>>>>>

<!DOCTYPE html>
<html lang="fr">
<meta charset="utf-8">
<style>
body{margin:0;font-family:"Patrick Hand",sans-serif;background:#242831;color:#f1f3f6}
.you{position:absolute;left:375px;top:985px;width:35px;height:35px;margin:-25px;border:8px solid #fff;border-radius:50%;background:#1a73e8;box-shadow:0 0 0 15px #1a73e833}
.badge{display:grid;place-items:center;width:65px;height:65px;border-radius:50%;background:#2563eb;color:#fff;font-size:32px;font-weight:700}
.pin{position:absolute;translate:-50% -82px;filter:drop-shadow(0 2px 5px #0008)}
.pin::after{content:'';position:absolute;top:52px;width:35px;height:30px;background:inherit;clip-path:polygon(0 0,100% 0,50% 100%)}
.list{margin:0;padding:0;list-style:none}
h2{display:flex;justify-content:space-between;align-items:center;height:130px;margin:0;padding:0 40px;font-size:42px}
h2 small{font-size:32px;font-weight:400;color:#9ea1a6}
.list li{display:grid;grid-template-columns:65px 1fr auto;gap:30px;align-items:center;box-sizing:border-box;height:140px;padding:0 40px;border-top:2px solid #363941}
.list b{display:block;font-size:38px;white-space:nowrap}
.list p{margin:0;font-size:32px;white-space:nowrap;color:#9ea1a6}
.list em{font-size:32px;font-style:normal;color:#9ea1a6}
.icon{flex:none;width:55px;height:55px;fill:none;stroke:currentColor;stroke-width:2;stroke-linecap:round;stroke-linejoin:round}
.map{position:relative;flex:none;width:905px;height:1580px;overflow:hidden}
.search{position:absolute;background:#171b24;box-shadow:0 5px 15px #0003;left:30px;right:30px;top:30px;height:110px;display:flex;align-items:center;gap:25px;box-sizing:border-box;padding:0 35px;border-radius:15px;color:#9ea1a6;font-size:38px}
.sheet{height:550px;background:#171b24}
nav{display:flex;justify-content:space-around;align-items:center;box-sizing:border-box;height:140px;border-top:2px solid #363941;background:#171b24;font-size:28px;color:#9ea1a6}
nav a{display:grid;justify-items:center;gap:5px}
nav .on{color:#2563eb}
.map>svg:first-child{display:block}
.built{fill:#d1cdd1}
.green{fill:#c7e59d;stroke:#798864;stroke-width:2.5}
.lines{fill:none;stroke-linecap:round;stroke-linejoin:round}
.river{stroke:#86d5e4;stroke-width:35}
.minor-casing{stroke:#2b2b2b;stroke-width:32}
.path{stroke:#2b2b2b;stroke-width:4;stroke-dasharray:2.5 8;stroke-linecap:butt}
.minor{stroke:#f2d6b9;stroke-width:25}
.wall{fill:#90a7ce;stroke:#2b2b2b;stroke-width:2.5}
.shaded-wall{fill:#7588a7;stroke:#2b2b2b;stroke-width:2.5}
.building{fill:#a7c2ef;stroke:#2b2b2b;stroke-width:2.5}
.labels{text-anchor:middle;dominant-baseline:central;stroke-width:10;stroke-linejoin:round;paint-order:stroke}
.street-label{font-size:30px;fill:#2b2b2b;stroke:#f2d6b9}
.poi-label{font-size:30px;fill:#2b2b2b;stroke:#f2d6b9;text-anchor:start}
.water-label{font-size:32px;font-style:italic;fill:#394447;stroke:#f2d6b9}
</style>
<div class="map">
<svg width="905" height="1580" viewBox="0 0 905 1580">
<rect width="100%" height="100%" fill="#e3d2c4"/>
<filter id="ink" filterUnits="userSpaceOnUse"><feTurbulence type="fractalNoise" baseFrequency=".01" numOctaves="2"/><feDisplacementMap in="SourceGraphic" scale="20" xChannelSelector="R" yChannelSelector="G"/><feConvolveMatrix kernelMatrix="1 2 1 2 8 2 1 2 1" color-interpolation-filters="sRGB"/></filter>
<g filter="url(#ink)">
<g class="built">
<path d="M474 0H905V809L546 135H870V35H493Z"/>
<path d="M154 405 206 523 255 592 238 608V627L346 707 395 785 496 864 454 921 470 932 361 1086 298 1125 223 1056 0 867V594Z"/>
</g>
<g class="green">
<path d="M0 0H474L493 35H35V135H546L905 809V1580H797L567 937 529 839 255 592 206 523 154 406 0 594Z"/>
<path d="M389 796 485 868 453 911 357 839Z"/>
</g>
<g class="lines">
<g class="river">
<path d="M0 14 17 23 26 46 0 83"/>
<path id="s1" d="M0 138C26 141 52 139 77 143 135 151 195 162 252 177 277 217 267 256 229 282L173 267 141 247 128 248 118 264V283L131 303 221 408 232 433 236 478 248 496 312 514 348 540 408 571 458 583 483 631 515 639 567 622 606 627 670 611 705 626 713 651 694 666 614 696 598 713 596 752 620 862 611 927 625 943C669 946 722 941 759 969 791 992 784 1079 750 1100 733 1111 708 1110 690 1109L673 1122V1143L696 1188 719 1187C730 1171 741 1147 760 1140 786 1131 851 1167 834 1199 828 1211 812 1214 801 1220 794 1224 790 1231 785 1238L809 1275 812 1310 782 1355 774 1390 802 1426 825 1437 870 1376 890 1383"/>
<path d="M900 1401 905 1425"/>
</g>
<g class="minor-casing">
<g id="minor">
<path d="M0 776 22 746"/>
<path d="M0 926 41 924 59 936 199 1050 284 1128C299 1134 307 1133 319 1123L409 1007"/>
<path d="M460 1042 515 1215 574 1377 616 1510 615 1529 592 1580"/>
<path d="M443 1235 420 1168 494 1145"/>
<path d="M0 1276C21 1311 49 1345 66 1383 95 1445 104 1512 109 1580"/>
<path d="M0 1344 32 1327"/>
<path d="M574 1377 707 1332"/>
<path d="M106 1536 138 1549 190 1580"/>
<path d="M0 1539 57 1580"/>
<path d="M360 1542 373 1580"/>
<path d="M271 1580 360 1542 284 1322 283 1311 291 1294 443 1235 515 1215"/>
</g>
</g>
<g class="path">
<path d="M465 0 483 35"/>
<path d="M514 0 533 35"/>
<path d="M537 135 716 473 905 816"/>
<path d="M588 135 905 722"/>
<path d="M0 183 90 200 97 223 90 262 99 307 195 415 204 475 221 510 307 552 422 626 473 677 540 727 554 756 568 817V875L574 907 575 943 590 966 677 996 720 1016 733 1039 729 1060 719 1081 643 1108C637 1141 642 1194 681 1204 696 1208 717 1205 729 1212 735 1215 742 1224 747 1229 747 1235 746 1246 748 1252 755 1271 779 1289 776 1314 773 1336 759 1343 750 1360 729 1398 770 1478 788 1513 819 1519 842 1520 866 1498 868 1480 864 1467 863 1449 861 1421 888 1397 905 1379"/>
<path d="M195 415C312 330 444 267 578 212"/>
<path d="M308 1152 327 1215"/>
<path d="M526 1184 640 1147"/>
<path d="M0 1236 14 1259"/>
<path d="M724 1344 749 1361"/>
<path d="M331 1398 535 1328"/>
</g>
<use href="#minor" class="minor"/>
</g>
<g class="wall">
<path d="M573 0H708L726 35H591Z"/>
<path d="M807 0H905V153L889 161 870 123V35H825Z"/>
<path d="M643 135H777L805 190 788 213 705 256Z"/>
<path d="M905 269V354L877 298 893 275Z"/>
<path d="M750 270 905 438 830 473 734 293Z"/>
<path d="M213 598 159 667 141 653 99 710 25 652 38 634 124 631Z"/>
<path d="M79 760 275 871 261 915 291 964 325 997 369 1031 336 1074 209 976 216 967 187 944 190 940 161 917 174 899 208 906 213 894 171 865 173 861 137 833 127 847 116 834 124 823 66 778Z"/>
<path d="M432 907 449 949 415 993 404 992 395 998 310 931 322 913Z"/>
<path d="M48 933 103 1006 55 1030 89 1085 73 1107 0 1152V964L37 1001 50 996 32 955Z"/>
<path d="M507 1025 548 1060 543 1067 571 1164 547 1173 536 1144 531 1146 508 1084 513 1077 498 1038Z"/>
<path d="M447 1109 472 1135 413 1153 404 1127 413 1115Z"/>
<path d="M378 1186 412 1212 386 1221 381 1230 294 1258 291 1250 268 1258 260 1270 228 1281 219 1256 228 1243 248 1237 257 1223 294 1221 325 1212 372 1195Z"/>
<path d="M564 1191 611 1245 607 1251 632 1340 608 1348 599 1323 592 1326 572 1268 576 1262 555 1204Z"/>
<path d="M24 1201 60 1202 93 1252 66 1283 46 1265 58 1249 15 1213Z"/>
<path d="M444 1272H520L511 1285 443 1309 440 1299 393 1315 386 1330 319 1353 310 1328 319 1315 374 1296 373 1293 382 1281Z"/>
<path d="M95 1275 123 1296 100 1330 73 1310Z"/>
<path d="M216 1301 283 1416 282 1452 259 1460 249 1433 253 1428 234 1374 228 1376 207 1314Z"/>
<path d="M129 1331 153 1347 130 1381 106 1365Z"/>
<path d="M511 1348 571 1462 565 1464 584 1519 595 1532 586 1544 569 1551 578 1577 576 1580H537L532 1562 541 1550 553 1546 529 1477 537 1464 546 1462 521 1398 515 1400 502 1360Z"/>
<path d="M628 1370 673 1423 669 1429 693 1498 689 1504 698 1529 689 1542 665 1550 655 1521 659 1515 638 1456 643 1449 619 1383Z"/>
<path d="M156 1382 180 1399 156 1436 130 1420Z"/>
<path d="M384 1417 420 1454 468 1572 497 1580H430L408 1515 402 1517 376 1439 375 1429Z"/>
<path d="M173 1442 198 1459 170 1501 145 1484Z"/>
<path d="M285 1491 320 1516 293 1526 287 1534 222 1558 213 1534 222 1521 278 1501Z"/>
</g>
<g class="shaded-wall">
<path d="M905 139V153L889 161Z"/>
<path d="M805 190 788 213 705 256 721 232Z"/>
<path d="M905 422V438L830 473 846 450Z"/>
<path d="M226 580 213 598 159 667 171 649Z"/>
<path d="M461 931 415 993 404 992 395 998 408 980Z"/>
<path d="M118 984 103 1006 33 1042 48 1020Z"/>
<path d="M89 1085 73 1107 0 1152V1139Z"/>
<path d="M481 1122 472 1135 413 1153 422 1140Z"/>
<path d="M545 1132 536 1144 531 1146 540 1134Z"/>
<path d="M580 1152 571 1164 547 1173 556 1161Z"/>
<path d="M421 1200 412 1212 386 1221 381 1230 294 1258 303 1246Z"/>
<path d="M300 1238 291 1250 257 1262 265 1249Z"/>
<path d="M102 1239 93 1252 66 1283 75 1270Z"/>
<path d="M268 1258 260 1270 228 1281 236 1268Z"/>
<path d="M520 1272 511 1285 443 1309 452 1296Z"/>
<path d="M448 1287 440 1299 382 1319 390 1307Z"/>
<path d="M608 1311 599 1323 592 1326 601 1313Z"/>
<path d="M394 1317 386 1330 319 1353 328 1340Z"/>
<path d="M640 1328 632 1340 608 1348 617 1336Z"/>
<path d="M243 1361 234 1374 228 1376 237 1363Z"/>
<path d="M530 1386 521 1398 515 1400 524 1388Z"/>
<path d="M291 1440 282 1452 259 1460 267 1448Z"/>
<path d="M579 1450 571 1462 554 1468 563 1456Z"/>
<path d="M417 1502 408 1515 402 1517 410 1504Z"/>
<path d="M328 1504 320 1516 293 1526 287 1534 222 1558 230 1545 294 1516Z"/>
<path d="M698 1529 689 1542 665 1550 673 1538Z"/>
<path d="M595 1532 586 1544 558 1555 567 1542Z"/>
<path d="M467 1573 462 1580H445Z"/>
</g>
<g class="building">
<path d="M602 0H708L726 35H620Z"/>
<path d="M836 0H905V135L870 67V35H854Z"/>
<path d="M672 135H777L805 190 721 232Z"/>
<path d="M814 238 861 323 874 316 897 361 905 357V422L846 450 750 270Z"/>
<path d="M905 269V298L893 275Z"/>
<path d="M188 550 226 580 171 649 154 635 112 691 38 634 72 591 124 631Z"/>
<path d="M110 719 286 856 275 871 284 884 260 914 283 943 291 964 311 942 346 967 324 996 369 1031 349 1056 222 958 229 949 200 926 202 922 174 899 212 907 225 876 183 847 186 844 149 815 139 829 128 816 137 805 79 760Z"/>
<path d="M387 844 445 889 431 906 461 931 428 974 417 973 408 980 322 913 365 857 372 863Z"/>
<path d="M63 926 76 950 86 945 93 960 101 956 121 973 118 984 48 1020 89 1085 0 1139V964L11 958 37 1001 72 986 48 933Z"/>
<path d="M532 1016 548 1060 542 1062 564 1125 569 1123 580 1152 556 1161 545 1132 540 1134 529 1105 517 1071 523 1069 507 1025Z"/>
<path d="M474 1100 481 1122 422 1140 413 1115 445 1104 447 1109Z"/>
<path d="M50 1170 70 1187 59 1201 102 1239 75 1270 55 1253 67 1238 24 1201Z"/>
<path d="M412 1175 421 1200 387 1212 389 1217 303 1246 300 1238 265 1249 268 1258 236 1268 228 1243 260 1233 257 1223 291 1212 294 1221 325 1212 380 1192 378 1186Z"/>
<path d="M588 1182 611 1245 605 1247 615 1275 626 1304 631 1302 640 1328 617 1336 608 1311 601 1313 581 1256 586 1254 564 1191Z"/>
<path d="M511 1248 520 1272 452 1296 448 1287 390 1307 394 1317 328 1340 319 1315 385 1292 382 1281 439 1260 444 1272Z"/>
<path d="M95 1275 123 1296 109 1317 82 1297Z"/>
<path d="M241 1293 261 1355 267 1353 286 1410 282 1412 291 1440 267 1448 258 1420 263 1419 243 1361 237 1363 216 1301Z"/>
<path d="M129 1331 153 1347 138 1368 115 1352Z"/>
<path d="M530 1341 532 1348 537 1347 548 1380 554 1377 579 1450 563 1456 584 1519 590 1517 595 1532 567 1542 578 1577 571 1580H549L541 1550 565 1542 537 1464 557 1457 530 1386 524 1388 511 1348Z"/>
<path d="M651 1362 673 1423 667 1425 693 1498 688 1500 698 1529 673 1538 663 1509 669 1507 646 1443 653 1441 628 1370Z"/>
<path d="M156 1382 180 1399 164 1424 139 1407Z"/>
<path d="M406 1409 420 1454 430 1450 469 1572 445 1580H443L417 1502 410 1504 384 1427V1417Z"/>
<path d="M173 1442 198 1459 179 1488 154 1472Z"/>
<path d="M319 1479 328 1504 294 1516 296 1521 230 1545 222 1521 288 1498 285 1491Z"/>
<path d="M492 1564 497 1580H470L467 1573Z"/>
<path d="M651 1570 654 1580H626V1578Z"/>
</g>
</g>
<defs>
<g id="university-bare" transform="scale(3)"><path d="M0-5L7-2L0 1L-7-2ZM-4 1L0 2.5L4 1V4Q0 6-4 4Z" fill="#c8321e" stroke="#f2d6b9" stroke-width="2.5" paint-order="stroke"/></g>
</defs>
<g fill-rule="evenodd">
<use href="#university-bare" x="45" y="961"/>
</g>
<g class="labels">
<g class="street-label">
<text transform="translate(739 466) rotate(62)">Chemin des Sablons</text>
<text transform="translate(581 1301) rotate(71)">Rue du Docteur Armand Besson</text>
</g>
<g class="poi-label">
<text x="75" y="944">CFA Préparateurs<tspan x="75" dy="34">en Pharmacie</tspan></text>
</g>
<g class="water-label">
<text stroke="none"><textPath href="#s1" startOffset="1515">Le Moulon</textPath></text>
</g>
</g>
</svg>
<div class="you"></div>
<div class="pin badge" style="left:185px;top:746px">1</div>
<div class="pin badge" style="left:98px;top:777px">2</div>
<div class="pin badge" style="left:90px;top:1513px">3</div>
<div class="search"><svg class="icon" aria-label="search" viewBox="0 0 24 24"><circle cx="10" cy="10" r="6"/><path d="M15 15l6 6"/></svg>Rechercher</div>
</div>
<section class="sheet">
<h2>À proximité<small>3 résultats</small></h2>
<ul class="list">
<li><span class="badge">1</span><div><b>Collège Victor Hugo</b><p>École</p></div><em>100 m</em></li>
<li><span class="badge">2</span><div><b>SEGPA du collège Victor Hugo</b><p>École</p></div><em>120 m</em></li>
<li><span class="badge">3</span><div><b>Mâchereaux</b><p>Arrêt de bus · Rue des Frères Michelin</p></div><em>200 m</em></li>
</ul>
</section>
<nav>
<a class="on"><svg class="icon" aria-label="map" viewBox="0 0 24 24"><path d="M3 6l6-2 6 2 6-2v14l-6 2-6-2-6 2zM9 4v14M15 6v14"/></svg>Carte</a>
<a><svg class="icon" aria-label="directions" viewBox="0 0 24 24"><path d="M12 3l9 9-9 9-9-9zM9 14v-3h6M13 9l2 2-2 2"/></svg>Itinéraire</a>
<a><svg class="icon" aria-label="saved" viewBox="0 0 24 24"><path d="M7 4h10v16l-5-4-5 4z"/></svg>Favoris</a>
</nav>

<<<<<

Problem to work on: Return every line of the listing above where "sheet" appears.

Result:
.sheet{height:550px;background:#171b24}
<section class="sheet">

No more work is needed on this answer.